#### Listed entries

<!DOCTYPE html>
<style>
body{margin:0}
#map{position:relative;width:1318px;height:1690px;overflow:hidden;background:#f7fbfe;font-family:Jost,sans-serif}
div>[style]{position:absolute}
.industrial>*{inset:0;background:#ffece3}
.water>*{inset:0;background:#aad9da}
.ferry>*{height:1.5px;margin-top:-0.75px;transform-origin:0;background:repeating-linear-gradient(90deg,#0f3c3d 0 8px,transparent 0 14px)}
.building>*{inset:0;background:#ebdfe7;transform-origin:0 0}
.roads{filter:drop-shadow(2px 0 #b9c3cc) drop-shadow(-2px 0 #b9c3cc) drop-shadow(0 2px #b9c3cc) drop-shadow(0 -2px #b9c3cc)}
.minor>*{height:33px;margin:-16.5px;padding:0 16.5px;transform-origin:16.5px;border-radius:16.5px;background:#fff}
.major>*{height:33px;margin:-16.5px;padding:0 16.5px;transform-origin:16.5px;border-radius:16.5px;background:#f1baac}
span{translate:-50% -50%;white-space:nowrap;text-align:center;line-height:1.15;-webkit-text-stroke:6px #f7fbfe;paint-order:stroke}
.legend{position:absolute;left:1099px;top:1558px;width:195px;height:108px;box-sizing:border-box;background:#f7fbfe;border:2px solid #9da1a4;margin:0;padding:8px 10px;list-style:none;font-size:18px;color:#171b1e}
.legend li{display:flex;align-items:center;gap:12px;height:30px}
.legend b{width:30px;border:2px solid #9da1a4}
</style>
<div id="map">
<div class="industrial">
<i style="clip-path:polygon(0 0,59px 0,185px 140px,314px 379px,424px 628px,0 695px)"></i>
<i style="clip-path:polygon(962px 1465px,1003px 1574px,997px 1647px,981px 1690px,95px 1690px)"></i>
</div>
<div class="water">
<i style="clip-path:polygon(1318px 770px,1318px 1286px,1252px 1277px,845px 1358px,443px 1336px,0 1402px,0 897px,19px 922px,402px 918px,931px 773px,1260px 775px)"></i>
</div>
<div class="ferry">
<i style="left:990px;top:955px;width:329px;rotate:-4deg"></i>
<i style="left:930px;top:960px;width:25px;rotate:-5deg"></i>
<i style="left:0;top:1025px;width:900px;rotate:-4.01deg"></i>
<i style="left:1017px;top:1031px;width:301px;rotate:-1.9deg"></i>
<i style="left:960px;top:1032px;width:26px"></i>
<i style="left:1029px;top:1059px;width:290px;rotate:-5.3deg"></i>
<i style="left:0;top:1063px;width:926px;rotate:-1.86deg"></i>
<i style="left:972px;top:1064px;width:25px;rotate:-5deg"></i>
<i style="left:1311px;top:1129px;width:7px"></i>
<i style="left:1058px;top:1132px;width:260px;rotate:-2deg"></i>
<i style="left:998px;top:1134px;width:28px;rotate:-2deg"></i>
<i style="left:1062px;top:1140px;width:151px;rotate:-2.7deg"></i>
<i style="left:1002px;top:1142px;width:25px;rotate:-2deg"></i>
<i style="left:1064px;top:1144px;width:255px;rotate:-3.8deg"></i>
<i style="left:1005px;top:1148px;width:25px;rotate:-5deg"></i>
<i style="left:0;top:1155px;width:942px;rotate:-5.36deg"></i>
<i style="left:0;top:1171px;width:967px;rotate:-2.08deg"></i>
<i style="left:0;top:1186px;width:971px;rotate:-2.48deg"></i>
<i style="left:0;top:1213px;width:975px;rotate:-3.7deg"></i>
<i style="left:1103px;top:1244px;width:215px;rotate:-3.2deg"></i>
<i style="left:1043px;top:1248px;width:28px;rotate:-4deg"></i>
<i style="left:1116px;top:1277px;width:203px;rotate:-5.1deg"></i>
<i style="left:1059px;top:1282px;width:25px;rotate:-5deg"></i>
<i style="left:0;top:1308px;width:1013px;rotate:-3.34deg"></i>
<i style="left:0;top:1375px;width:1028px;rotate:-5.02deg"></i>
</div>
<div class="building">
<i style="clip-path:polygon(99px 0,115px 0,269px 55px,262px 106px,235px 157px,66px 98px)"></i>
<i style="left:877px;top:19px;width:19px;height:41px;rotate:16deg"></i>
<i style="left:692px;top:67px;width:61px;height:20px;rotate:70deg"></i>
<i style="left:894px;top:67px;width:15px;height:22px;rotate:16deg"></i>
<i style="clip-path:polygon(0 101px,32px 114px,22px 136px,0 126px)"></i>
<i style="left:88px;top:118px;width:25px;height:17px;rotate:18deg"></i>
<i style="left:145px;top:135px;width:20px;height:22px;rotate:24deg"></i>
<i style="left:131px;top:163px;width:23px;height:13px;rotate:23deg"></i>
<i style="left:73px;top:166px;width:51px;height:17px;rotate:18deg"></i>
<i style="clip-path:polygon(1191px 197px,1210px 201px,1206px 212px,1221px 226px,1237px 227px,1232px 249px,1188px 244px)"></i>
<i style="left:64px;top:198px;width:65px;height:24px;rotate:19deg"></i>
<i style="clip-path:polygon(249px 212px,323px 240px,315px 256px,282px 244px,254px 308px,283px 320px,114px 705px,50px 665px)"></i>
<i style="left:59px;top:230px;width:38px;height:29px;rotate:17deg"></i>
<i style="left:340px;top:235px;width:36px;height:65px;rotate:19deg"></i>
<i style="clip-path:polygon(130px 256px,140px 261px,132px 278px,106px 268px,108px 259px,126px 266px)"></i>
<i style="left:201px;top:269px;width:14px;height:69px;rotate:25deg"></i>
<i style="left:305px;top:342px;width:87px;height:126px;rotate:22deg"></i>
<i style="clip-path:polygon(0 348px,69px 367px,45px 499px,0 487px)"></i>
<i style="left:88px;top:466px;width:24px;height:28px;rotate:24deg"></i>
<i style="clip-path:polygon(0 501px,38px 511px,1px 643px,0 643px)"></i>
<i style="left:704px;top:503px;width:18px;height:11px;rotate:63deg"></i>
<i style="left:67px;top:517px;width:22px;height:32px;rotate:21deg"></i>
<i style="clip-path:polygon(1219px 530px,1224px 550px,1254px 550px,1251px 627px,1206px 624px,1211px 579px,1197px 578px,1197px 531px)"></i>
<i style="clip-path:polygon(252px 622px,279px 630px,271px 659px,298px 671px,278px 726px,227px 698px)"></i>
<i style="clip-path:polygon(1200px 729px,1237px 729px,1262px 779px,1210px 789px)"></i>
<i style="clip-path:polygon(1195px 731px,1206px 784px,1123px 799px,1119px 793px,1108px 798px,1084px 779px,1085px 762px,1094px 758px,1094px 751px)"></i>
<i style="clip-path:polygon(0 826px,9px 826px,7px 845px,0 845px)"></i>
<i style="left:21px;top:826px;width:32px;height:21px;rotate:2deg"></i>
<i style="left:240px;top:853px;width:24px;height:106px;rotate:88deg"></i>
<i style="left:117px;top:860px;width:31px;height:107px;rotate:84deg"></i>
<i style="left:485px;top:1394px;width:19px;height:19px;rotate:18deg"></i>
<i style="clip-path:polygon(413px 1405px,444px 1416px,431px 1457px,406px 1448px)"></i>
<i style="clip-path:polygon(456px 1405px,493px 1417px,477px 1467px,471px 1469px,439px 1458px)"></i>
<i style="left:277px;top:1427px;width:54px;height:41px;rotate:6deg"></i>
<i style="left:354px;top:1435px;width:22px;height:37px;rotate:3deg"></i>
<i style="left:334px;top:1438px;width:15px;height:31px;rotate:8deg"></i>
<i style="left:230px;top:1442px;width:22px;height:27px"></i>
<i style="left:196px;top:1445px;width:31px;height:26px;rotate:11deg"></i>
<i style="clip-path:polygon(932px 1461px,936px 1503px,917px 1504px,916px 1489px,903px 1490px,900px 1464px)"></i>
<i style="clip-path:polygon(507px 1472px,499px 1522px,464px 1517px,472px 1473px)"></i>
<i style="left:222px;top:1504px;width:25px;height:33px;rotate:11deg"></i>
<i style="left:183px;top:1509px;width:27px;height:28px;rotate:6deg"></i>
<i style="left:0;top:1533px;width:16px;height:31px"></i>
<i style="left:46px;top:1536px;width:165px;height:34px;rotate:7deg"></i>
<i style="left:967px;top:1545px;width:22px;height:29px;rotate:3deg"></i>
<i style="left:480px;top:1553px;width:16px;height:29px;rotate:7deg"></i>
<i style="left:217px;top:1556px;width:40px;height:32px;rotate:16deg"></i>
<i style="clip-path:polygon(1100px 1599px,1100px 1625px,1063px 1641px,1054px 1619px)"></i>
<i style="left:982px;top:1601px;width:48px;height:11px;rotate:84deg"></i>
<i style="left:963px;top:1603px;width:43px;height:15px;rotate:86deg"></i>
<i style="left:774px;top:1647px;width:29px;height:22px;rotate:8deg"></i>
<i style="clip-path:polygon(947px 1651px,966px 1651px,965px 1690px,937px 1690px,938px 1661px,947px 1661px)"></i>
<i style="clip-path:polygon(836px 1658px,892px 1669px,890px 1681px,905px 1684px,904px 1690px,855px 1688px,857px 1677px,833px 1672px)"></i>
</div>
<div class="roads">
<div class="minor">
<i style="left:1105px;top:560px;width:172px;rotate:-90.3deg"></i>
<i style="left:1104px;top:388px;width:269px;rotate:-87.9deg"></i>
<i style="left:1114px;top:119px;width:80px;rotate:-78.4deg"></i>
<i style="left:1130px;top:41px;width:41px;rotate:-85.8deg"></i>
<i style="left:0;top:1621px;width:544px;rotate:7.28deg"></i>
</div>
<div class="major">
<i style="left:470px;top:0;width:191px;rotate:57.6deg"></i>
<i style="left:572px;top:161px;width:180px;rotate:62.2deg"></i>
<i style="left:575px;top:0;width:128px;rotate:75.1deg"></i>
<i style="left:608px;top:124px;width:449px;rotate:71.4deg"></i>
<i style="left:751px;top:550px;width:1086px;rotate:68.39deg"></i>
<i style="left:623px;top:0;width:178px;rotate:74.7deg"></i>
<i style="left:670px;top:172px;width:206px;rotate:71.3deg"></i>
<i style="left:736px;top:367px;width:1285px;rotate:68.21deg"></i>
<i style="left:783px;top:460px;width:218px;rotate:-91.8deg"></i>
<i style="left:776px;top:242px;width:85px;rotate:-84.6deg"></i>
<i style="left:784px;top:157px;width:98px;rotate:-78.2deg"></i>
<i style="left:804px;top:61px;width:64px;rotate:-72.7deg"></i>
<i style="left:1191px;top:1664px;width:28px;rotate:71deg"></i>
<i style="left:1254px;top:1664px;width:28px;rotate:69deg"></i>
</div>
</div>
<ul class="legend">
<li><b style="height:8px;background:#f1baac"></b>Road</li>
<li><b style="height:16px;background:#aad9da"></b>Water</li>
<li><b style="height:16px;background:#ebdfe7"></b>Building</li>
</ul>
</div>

########

▶ **Exercise description**: From the first line of the data above through the line containing "0 #b9c3cc) drop-shadow(-2px", set each line down again exactly; include both ends and omit everything else.

▶ **Answer to this exercise**:
<!DOCTYPE html>
<style>
body{margin:0}
#map{position:relative;width:1318px;height:1690px;overflow:hidden;background:#f7fbfe;font-family:Jost,sans-serif}
div>[style]{position:absolute}
.industrial>*{inset:0;background:#ffece3}
.water>*{inset:0;background:#aad9da}
.ferry>*{height:1.5px;margin-top:-0.75px;transform-origin:0;background:repeating-linear-gradient(90deg,#0f3c3d 0 8px,transparent 0 14px)}
.building>*{inset:0;background:#ebdfe7;transform-origin:0 0}
.roads{filter:drop-shadow(2px 0 #b9c3cc) drop-shadow(-2px 0 #b9c3cc) drop-shadow(0 2px #b9c3cc) drop-shadow(0 -2px #b9c3cc)}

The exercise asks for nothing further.